Work to be completed => Check each line of the material, and show the ones that include the word "down".

Provided material =>
# # # #

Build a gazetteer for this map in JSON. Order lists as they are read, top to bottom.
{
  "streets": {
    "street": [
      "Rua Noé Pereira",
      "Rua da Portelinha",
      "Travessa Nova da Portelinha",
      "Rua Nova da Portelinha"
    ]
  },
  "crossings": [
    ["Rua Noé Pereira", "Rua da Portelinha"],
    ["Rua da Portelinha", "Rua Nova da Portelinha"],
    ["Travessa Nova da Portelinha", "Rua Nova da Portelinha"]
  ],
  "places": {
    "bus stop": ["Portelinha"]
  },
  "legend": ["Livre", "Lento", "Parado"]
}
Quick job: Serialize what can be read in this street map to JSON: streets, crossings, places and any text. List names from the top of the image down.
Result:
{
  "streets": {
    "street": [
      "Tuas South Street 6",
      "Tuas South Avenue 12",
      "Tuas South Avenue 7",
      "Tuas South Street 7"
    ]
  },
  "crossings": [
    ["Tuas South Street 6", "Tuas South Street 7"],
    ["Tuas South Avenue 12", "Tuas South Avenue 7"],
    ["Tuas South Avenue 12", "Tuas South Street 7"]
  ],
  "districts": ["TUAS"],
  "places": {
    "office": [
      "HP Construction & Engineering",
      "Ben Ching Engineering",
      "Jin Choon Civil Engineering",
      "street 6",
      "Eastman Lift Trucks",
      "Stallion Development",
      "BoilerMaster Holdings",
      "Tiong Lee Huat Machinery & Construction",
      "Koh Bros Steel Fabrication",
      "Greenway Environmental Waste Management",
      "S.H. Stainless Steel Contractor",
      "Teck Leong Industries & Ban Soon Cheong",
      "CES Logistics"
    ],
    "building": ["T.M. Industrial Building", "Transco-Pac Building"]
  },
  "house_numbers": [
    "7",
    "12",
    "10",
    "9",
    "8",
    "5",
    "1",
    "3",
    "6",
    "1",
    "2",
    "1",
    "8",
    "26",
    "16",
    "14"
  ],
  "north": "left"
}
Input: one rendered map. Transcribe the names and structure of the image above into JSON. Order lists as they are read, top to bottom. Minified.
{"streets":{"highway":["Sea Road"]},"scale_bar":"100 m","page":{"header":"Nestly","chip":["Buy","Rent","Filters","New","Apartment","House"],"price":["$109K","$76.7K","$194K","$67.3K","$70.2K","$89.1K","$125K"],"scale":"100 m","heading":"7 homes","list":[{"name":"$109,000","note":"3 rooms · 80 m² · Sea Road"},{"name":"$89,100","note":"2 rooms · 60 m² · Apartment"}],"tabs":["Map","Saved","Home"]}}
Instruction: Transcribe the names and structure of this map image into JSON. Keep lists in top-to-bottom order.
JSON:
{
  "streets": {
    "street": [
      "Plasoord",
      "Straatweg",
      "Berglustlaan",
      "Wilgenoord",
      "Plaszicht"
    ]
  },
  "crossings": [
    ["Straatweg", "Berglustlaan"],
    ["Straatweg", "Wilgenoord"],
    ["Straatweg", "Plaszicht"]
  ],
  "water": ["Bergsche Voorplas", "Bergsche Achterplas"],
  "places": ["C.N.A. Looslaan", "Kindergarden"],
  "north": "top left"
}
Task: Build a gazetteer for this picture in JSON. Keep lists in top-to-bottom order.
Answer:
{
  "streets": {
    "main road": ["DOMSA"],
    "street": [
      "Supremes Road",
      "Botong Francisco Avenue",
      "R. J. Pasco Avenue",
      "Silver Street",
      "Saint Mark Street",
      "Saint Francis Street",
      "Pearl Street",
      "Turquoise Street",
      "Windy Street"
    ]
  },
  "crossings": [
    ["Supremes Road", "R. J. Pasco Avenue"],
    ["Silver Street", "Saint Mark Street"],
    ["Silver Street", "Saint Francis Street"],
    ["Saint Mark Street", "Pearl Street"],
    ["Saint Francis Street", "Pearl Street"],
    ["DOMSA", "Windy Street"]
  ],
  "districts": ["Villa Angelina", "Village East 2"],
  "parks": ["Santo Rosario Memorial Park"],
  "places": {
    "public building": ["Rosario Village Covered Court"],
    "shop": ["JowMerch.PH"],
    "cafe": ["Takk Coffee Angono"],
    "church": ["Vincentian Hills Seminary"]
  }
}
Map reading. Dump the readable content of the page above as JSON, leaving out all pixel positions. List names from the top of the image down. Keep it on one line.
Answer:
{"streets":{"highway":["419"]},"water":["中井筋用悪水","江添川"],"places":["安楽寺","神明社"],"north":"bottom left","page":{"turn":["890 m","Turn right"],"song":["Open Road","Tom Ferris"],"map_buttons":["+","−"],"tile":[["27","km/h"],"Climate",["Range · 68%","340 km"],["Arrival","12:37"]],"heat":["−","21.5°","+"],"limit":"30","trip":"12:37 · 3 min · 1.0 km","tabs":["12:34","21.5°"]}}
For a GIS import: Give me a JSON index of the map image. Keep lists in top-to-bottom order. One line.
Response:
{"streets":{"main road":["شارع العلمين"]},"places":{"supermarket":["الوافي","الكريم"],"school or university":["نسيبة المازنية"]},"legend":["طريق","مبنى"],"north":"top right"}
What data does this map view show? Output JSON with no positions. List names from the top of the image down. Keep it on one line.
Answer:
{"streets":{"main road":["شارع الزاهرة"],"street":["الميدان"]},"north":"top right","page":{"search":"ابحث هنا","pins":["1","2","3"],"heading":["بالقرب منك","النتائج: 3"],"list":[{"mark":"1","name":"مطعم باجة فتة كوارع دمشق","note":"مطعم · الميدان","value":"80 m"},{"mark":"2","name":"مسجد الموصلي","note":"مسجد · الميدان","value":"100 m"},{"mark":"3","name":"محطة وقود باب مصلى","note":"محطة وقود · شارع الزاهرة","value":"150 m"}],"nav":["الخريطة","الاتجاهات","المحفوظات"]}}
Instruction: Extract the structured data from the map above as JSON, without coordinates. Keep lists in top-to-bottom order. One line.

# # # #

Solution for this task =>
Quick job: Serialize what can be read in this street map to JSON: streets, crossings, places and any text. List names from the top of the image down.
Map reading. Dump the readable content of the page above as JSON, leaving out all pixel positions. List names from the top of the image down. Keep it on one line.
What data does this map view show? Output JSON with no positions. List names from the top of the image down. Keep it on one line.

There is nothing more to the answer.